A partir do momento que substituímos as caixas de areia por chão de borracha, a partir do momento que não deixamos as crianças subir às árvores, a partir do momento em que obrigamos as crianças a ter tardes a fio ocupadas com “tempos livres” que de livres não têm nada, o que estamos a fazer? Estamos a protegê-las? A areia é suja relativamente ao chão de borracha? Na praia também há areia, e o contacto com a natureza, por muito que seja no meio da cidade faz com que as crianças criem mais defesas, logo ficam muito menos vezes doentes. Não deixamos subir a uma árvore porque pode cair e magoar-se? Posso garantir que as crianças sobem a árvores com uma enorme facilidade e descem da mesma forma. Cair é raro. E se caírem? Se caírem levantam-se. Não é assim que temos de fazer na vida?

Estamos a tirar o direito à criatividade na idade onde o ser humano é mais criativo, protegemos tanto, que no fundo só prejudicamos. Não podemos retirar a liberdade de aprender a ser, de aprender a lidar com o seu corpo e sentimentos a ninguém, pois isto só leva a frustrações e muito pouca autonomia no seu dia a dia. Estamos a criar analfabetos motores, que chegam à vida adulta cheios de medos e sem noção alguma do próprio corpo e do que ele consegue fazer, e acreditem, se formos estimulados a brincar desde a infância, chegamos à idade adulta a fazer coisas incríveis.

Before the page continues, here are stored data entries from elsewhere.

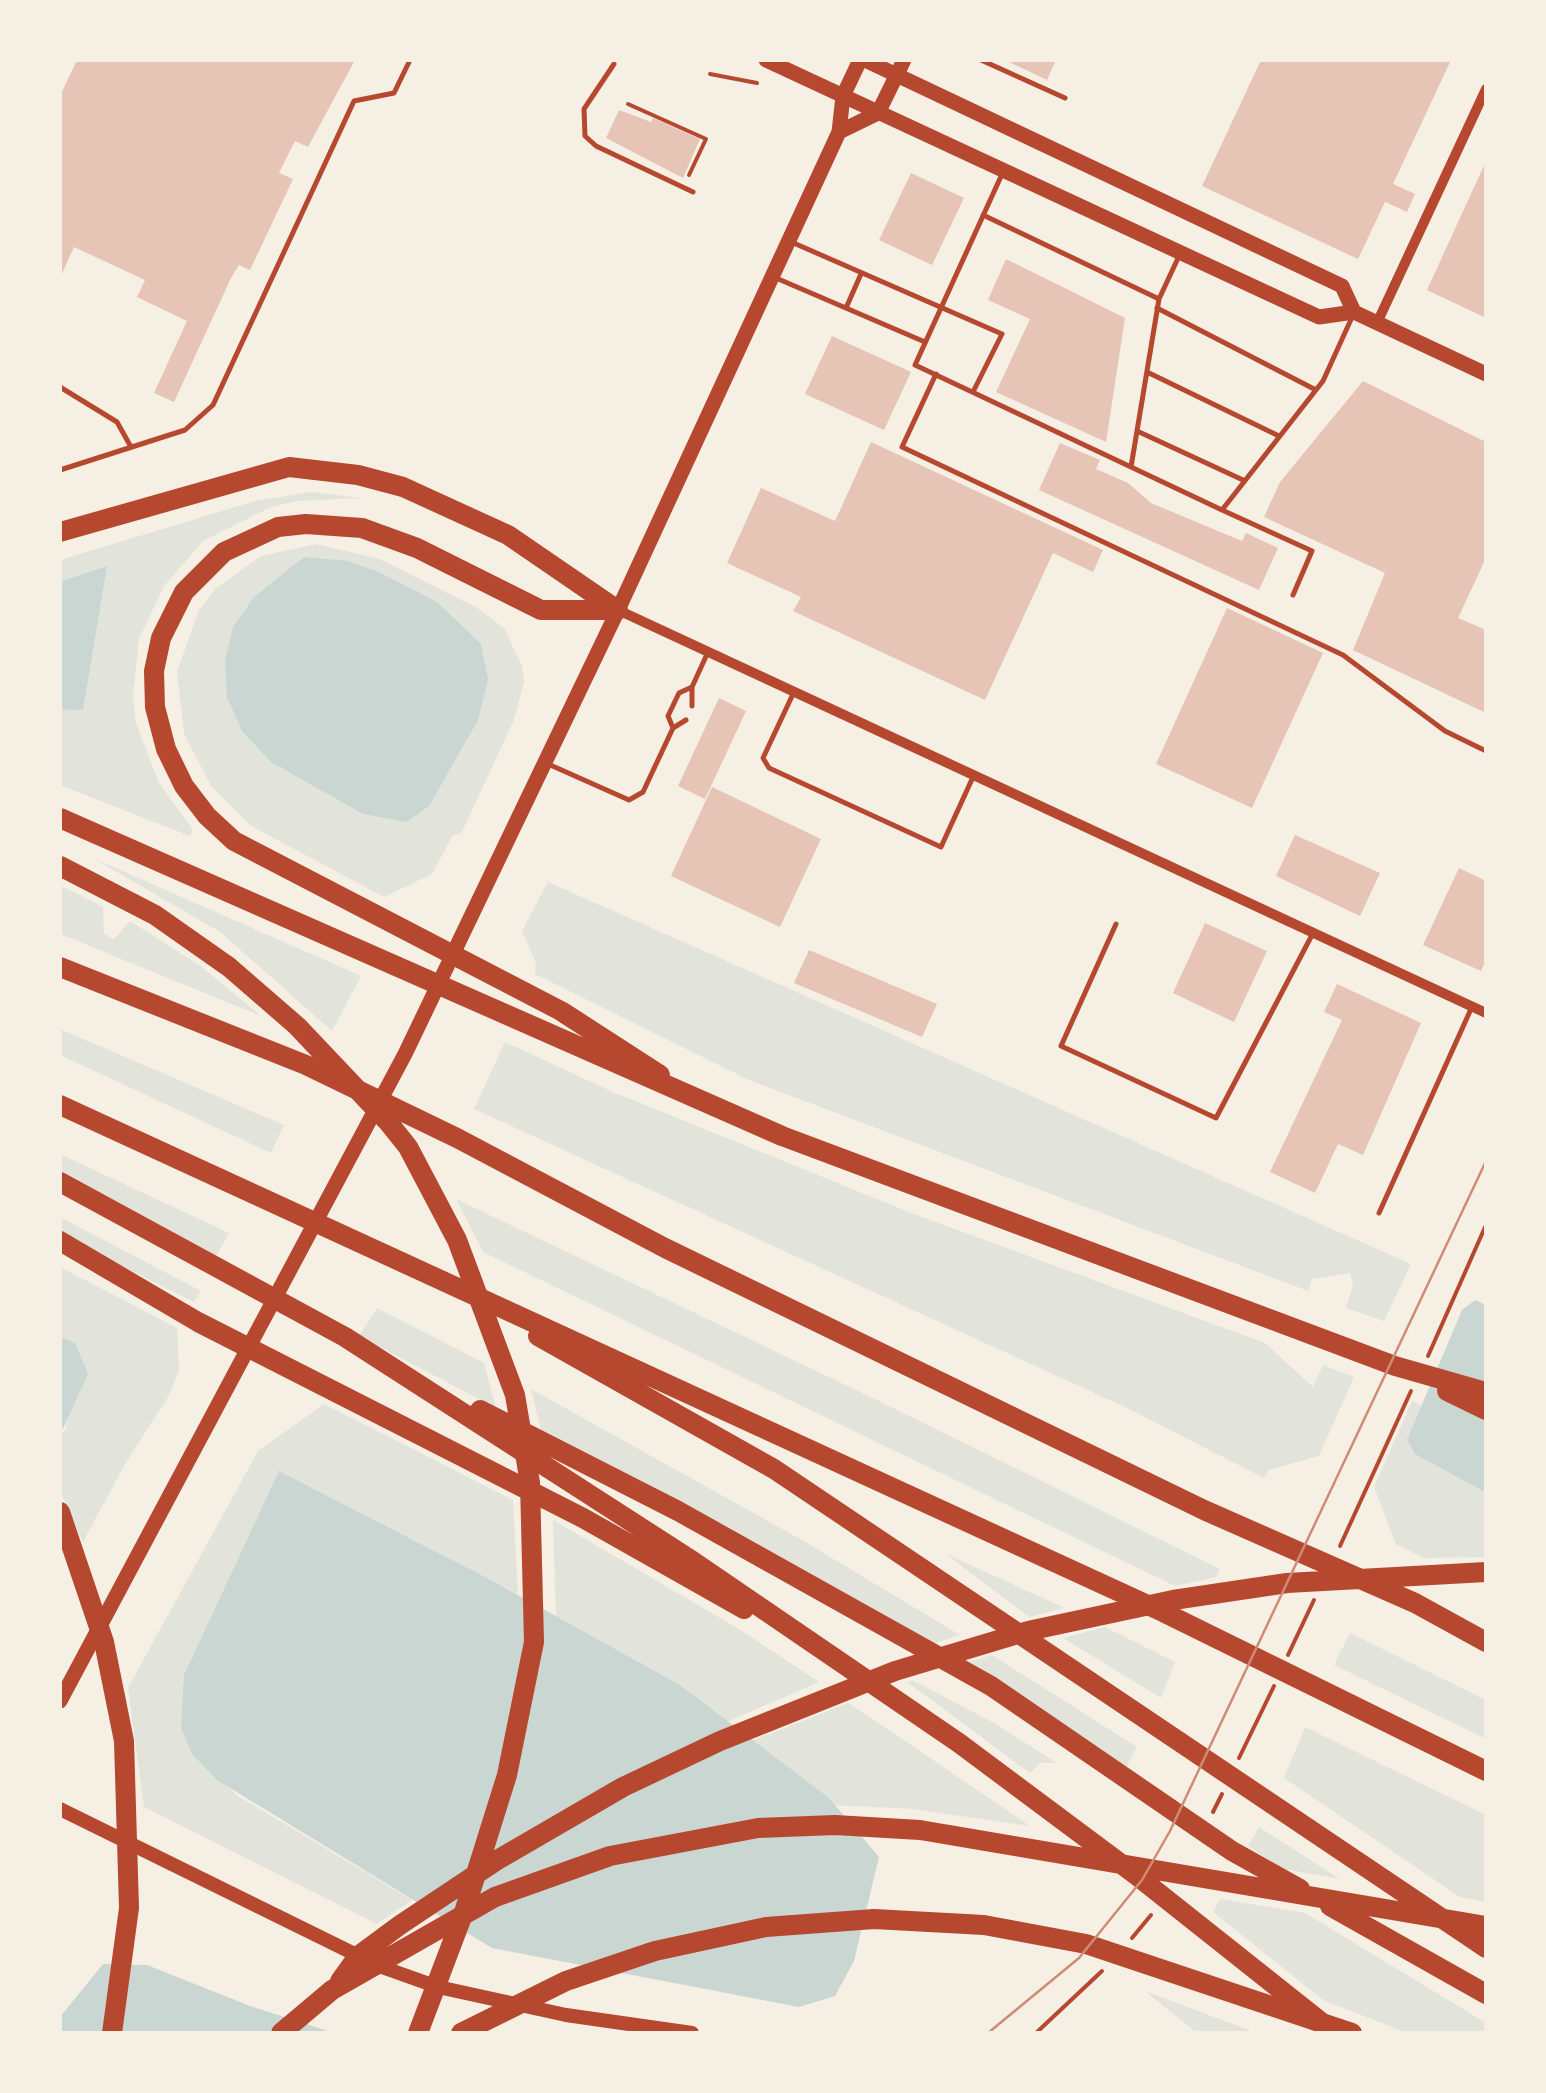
<!DOCTYPE html>
<style>
body{margin:0}
#map{position:relative;width:1546px;height:2093px;overflow:hidden;background:#f6efe4;font-family:Roboto,sans-serif}
canvas{display:block}
.frame{position:absolute;inset:0;border:62px solid #f6efe4;pointer-events:none}
</style>
<div id="map">
<canvas width="1546" height="2093"></canvas>
<div class="frame"></div>
</div>
<script>
const context = document.querySelector('canvas').getContext('2d');
context.lineJoin = 'round';
function fill(path, color) { context.fillStyle = color; context.fill(path, 'evenodd'); }
const toPath = rows => new Path2D(rows.map(r => 'M' + r).join(''));
function trace(path, color, width, dash) { context.strokeStyle = color; context.lineWidth = width; context.lineCap = dash ? 'butt' : 'round'; context.setLineDash(dash || []); context.stroke(path); }
const green = toPath([
 [311,492,362,498,296,501,269,508,203,541,164,586,139,639,133,696,136,723,159,783,193,830,190,836,60,785,60,560,255,501],
 [316,544,380,559,476,607,504,628,522,666,524,682,514,720,461,834,453,835,432,874,384,897,251,826,211,786,184,734,177,672,198,612,215,589,261,556],
 [91,857,361,976,332,1031,220,932],
 [548,882,1411,1264,1384,1321,1346,1308,1353,1285,1350,1273,1312,1279,1308,1291,749,1080,535,974,536,963,522,931],
 [60,885,103,907,104,934,114,939,130,921,202,967,261,1016,60,934],
 [60,1029,284,1125,271,1153,60,1055],
 [505,1042,613,1092,914,1214,1265,1343,1313,1387,1323,1365,1354,1377,1319,1456,1269,1470,1264,1478,1127,1408,474,1109],
 [60,1154,229,1233,216,1256,60,1171],
 [456,1199,875,1399,1220,1569,1216,1577,1175,1586,483,1252],
 [60,1217,201,1291,194,1302,60,1235],
 [60,1267,177,1328,179,1370,168,1397,125,1464,83,1542,60,1491,60,1435,66,1429,75,1343,60,1337],
 [377,1308,484,1363,496,1408,359,1336],
 [531,1389,802,1540,960,1635,923,1647,541,1430],
 [1412,1401,1422,1405,1407,1440,1415,1454,1486,1493,1486,1557,1424,1558,1396,1544,1374,1487],
 [324,1404,513,1500,518,1594,279,1471,192,1754,238,1796,412,1900,377,1924,144,1807,128,1688,258,1451],
 [553,1520,739,1629,819,1682,727,1722,680,1685,556,1616],
 [946,1554,1065,1608,1029,1617],
 [1105,1627,1175,1662,1161,1698,1063,1638],
 [1350,1633,1486,1700,1486,1739,1334,1665],
 [992,1655,1137,1747,1125,1770,955,1666],
 [912,1680,994,1723,1057,1763,1040,1763,1030,1773,907,1682],
 [848,1703,908,1743,1030,1826,913,1809,834,1805,751,1741],
 [1305,1727,1486,1815,1486,1902,1460,1897,1284,1778],
 [1259,1827,1340,1879,1283,1869,1248,1846],
 [1220,1899,1305,1913,1486,2023,1486,2033,1407,2033,1323,2000,1213,1912],
 [1145,1991,1246,2029,1257,2033,1197,2033]
]);
const water = toPath([
 [304,557,348,561,379,572,437,602,481,644,488,679,478,720,429,806,407,822,363,814,271,762,242,731,227,697,225,660,233,627,254,597],
 [107,566,83,710,60,709,60,582],
 [1475,1300,1486,1305,1486,1493,1415,1454,1407,1440,1462,1310],
 [60,1337,75,1343,88,1374,60,1435],
 [279,1471,491,1580,680,1685,829,1798,879,1857,854,1961,835,1996,799,2007,492,1948,217,1780,192,1754,181,1728,184,1675],
 [103,1964,147,1965,250,2006,334,2033,60,2033,60,2017]
]);
const building = toPath([
 [77,60,355,60,308,147,295,141,279,173,293,179,250,270,239,265,231,278,174,402,154,393,187,321,137,297,145,280,74,247,60,278,60,96],
 [1005,60,1056,60,1047,80],
 [1261,60,1451,60,1393,184,1415,194,1407,212,1385,202,1358,259,1202,186],
 [619,110,651,122,653,118,700,139,683,178,606,138],
 [1486,161,1486,318,1427,290],
 [911,173,964,198,932,265,879,240],
 [1006,259,1125,318,1106,442,996,392,1030,319,988,300],
 [832,336,911,372,884,430,805,394],
 [1363,381,1486,442,1486,558,1458,618,1486,630,1486,713,1353,650,1385,573,1264,517,1280,482],
 [871,442,1103,550,1093,572,1053,553,985,700,793,611,801,597,727,563,761,488,835,521],
 [1060,443,1100,460,1096,469,1128,483,1151,503,1242,541,1246,533,1278,548,1259,590,1039,490],
 [1227,608,1323,653,1252,808,1156,764],
 [719,698,746,711,705,799,678,786],
 [712,787,821,839,780,927,671,876],
 [1295,835,1380,873,1360,916,1276,876],
 [1459,868,1486,881,1486,960,1481,971,1423,945],
 [1205,923,1267,951,1234,1022,1173,993],
 [809,950,937,1004,922,1037,794,983],
 [1337,984,1421,1023,1363,1155,1338,1144,1315,1193,1270,1172,1342,1020,1324,1012]
]);
const path = toPath([
 [710,74,757,83],
 [628,104,706,139,689,175],
 [1428,1356,1486,1225],
 [1340,1546,1411,1391],
 [1288,1655,1314,1600],
 [1239,1758,1274,1686],
 [1213,1812,1222,1794],
 [1132,1938,1151,1915],
 [1036,2033,1102,1971]
]);
const service = toPath([
 [981,60,1065,98],
 [614,64,584,109,585,136,596,146,693,192],
 [1003,172,915,365,1131,467],
 [983,215,1159,299],
 [789,241,1002,334,973,392],
 [1179,256,1159,299,1131,467,1222,510,1323,381,1353,315],
 [776,278,925,342],
 [846,308,861,274],
 [1157,308,1316,390],
 [1147,372,1279,436],
 [936,374,902,447,1343,655,1445,731,1486,751],
 [60,387,117,422,131,447],
 [1137,431,1243,480],
 [60,470,185,430,213,405,354,101,394,93,410,60],
 [1222,510,1312,551,1293,595],
 [692,687,692,706],
 [793,694,763,758,769,768,941,847,973,777],
 [673,728,668,716,679,693,692,687,708,652],
 [548,764,629,800,643,792,673,728,686,720],
 [1116,924,1061,1046,1216,1118,1312,935],
 [1379,1213,1471,1009]
]);
const minor = toPath([
 [1377,323,1486,89],
 [618,610,1486,1013]
]);
const tertiary = toPath([
 [60,1809,379,1966,438,1987,566,2015,692,2033]
]);
const secondary = toPath([
 [766,60,1319,317,1354,312,1486,374],
 [865,60,1342,286,1354,312],
 [839,132,878,113,904,60],
 [60,1701,405,1054,618,610,839,132,843,96,860,60]
]);
const motorway = toPath([
 [60,532,289,467,358,475,403,487,508,535,616,609],
 [618,610,541,610,417,548,362,528,306,524,278,527,224,552,184,592,161,638,154,671,155,707,166,749,184,786,207,816,234,841,561,1011,660,1075],
 [60,818,782,1136,1395,1366,1486,1392],
 [60,866,155,915,229,967,297,1026,388,1122,408,1147,457,1240,515,1395,530,1483,534,1642,507,1775,465,1909,418,2033],
 [60,967,306,1065,457,1138,665,1248,1204,1510,1415,1603,1486,1642],
 [60,1105,1163,1612,1486,1771],
 [60,1182,345,1337,694,1562,959,1743,1136,1875,1335,2033],
 [60,1241,198,1322,583,1518,744,1609],
 [538,1336,774,1469,1486,1948],
 [1447,1391,1486,1410],
 [480,1410,678,1511,991,1686,1232,1851,1300,1889],
 [60,1512,104,1642,124,1741,129,1908,112,2033],
 [1330,1906,1486,1994],
 [340,1981,358,1956,400,1925,499,1859,623,1787,720,1741,895,1671,1028,1631,1173,1600,1287,1583,1486,1572],
 [281,2033,332,1990,495,1897,610,1856,758,1828,835,1825,920,1830,1486,1926],
 [461,2033,566,1981,655,1951,766,1927,874,1919,984,1925,1086,1944,1352,2033]
]);
const tram = toPath([
 [988,2033,1079,1958,1142,1880,1170,1831,1486,1161]
]);
fill(green, '#e2e4dc');
fill(water, '#c9d6d2');
fill(building, '#e6c5b7');
trace(path, '#b5482f', 4);
trace(service, '#b5482f', 5);
trace(minor, '#b5482f', 10);
trace(tertiary, '#b5482f', 14);
trace(secondary, '#b5482f', 15);
trace(motorway, '#b5482f', 20);
trace(tram, '#cf8b77', 2.5);
</script>
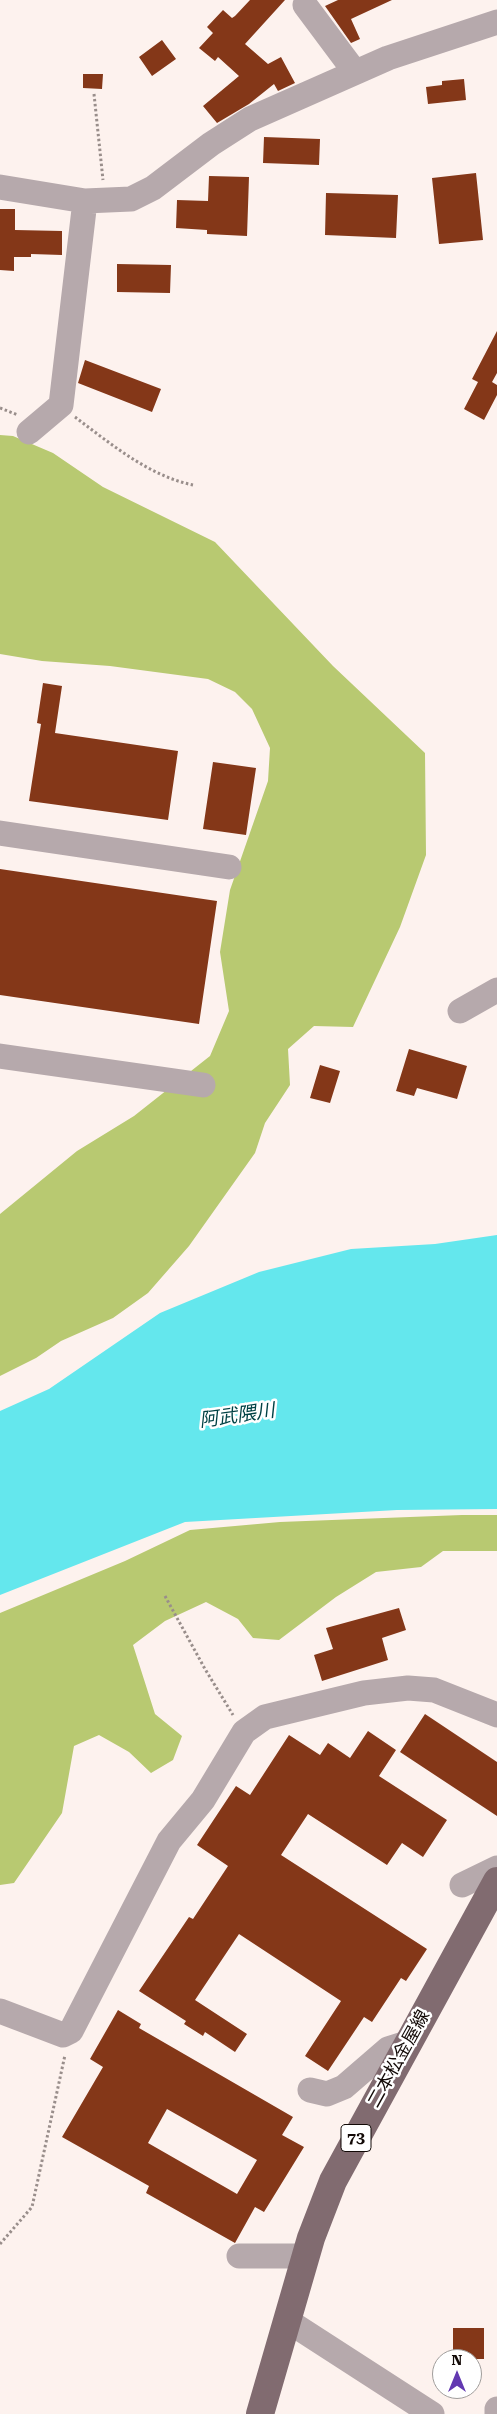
<!DOCTYPE html>
<meta charset="utf-8">
<style>
body{margin:0}
#map{position:relative;width:497px;height:2414px;overflow:hidden;background:#fdf2ee;font-family:"Roboto Serif",serif}
canvas{display:block}
.north{position:absolute;left:432px;top:2349px;width:50px;height:50px;box-sizing:border-box;background:#fff;border:1px solid #a09d9b;border-radius:50%;rotate:0deg;font-size:14px;font-weight:700;line-height:20px;text-align:center;color:#120906}
.north::after{content:'';display:block;margin:auto;width:18px;height:22px;background:#6339b1;clip-path:polygon(50% 0,100% 100%,50% 72%,0 100%)}
</style>
<div id="map">
<canvas width="497" height="2414"></canvas>
<div class="north">N</div>
</div>
<script>
const c = document.querySelector('canvas').getContext('2d');
c.lineJoin = 'round';
function fill(path, color) {
  c.fillStyle = color;
  c.fill(path, 'evenodd');
}
function strokePath(path, color, width, dash) {
  c.strokeStyle = color;
  c.lineWidth = width;
  c.lineCap = dash ? 'butt' : 'round';
  c.setLineDash(dash || []);
  c.stroke(path);
}
function write(font, color, halo, rows, align = 'center') {
  c.font = font + ' "Roboto Serif","Noto Sans JP",serif';
  c.lineWidth = 5;
  c.setLineDash([]);
  c.textBaseline = 'middle';
  c.strokeStyle = halo;
  c.fillStyle = color;
  for (const [text, x, y, turn = 0] of rows) {
    c.save();
    c.translate(x, y);
    c.rotate((+turn || 0) * Math.PI / 180);
    c.textAlign = isNaN(turn) ? turn : align;
    if (halo) c.strokeText(text, 0, 0);
    c.fillText(text, 0, 0);
    c.restore();
  }
}
const forest = new Path2D(`
 M0,435L13,436L53,453L103,487L215,542L333,666L425,753L426,855L400,927L353,1027L314,1026L288,1049L290,1085L265,1123L255,1153L189,1246L148,1293L113,1318L61,1341L36,1358L0,1376V1214L77,1151L134,1116L210,1056L229,1011L220,952L230,890L268,781L270,748L252,709L235,692L208,679L110,666L42,661L0,654Z
 M462,1515H497V1551H443L421,1567L376,1572L336,1597L279,1640L253,1638L238,1619L206,1602L165,1621L133,1645L155,1714L182,1736L173,1760L151,1773L129,1752L99,1735L74,1746L62,1813L14,1883L0,1885V1613L125,1561L190,1530L280,1522Z`);
const water = new Path2D(`
 M497,1235V1509L397,1510L185,1522L0,1595V1411L49,1389L160,1313L259,1272L351,1249L435,1244Z`);
const building = new Path2D(`
 M250,0H285L245,44L268,64L281,57L295,83L278,91L274,84L249,104L217,123L203,106L239,76L218,57L215,61L199,48L213,33L207,27L223,10L232,18L235,16Z
 M338,0H392L351,19L360,39L351,43L325,6Z
 M162,40L176,59L152,76L139,57Z
 M83,74H103L102,89L83,88Z
 M464,79L466,100L428,104L426,87L442,85V81Z
 M264,137L320,139L319,165L263,163Z
 M476,173L483,240L439,244L432,178Z
 M209,176L249,177L247,236L207,234V230L176,228L177,200L208,201Z
 M326,193L398,195L396,238L325,235Z
 M0,209H15V230L62,231V255L31,254V257H14V271L0,270Z
 M117,264L171,265L170,293L117,292Z
 M497,331V373L492,382L497,385V395L484,420L464,409L478,382L472,379Z
 M85,360L161,389L152,412L78,383Z
 M43,683L62,686L55,733L178,751L168,820L29,801L41,724L37,723Z
 M213,762L256,768L246,835L203,829Z
 M0,869L217,901L199,1024L0,995Z
 M409,1049L467,1066L457,1099L417,1088L414,1096L396,1091Z
 M320,1065L340,1071L330,1103L310,1098Z
 M399,1608L406,1630L382,1638L388,1660L322,1681L314,1655L333,1649L326,1628Z
 M425,1714L497,1762V1816L400,1752Z
 M368,1731L396,1750L379,1776L447,1820L423,1857L402,1843L387,1865L308,1814L281,1855L427,1949L406,1981L401,1978L372,2022L364,2017L328,2071L305,2056L341,2001L239,1934L195,2000L247,2034L235,2052L205,2032L203,2036L184,2024L186,2021L139,1991L189,1917L193,1919L228,1866L197,1845L236,1786L250,1795L289,1735L320,1755L328,1743L350,1758Z
 M118,2010L141,2024L139,2028L293,2117L282,2135L304,2147L264,2212L255,2207L235,2243L146,2193L149,2186L62,2137L103,2067L90,2059ZM167,2109L257,2160L237,2194L148,2143Z
 M453,2328H484V2359H453Z`);
const path = new Path2D(`
 M94,94L103,180
 M0,408L18,415
 M75,417C111,444 149,476 193,485
 M165,1596L205,1669L233,1715
 M0,2244L32,2207L65,2055`);
const minor = new Path2D(`
 M305,5L355,72
 M0,187L85,201L131,199L153,188L211,144L250,119L388,58L497,22
 M29,432L61,405L85,201
 M0,833L229,867
 M460,1011L497,990
 M0,1056L203,1085
 M462,1885L497,1868
 M0,2011L63,2035L71,2031L169,1841L203,1800L244,1732L265,1717L364,1693L408,1688L434,1690L497,1715
 M310,2090L327,2094L344,2087L388,2049L407,2043
 M239,2256H306
 M288,2321L432,2414
 M497,2414V2409`);
const major = new Path2D(`
 M260,2414L311,2238L333,2181L497,1881`);
const shields = [
 [356,2138,30]
];
const shieldNames = [
 ["73",356,2138]
];
const streetNames = [
 ["二本松金屋線",399,2059,-61]
];
const waterNames = [
 ["阿武隈川",237,1416,-8]
];
fill(forest, '#b8c971');
fill(water, '#64e7ed');
fill(building, '#843718');
strokePath(path, '#998e8b', 3, [2.5, 2.5]);
strokePath(minor, '#b6a9ac', 25);
strokePath(major, '#816b70', 28);
for (const [x, y, w] of shields) {
  const box = new Path2D();
  box.roundRect(x - w / 2, y - 13.5, w, 27, 4);
  c.fillStyle = '#fff';
  c.fill(box);
  strokePath(box, '#120906', 1);
}
write('bold 16px', '#120906', null, shieldNames);
write('18px', '#120906', '#fff', streetNames);
write('italic 19px', '#014245', '#fff', waterNames);
</script>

Criámos uma cultura onde aprender se resume a manter uma criança 8 horas por dia na escola, onde o tempo de brincadeira é limitado e cheio de regras, cortando-lhes a imaginação que é tão necessária e além disso saem da escola para atividades extracurriculares, muitas vezes impostas pelos pais, que as crianças nem sequer gostam, ou os chamados “tempos livres” que de livres nada têm como já referi anteriormente. Nós adultos gostamos que nos obriguem a ir correr se nós gostamos é de fazer surf? As crianças são seres humanos, com muita capacidade de escolha. Deixem as crianças ser quem são, para não estarmos a educar adultos que se subjugam a tudo sem questionar o porquê das coisas. A idade dos porquês é chata? Chato é fazer desde o primeiro dia de vida, coisas que não queremos, nem sabemos bem porque é que as fazemos. Passem tempo com as crianças, expliquem o porquê das coisas, brinquem com elas se elas quiserem, deem-lhes liberdade de escolha, porque as crianças de hoje, vão ser os adultos de amanhã.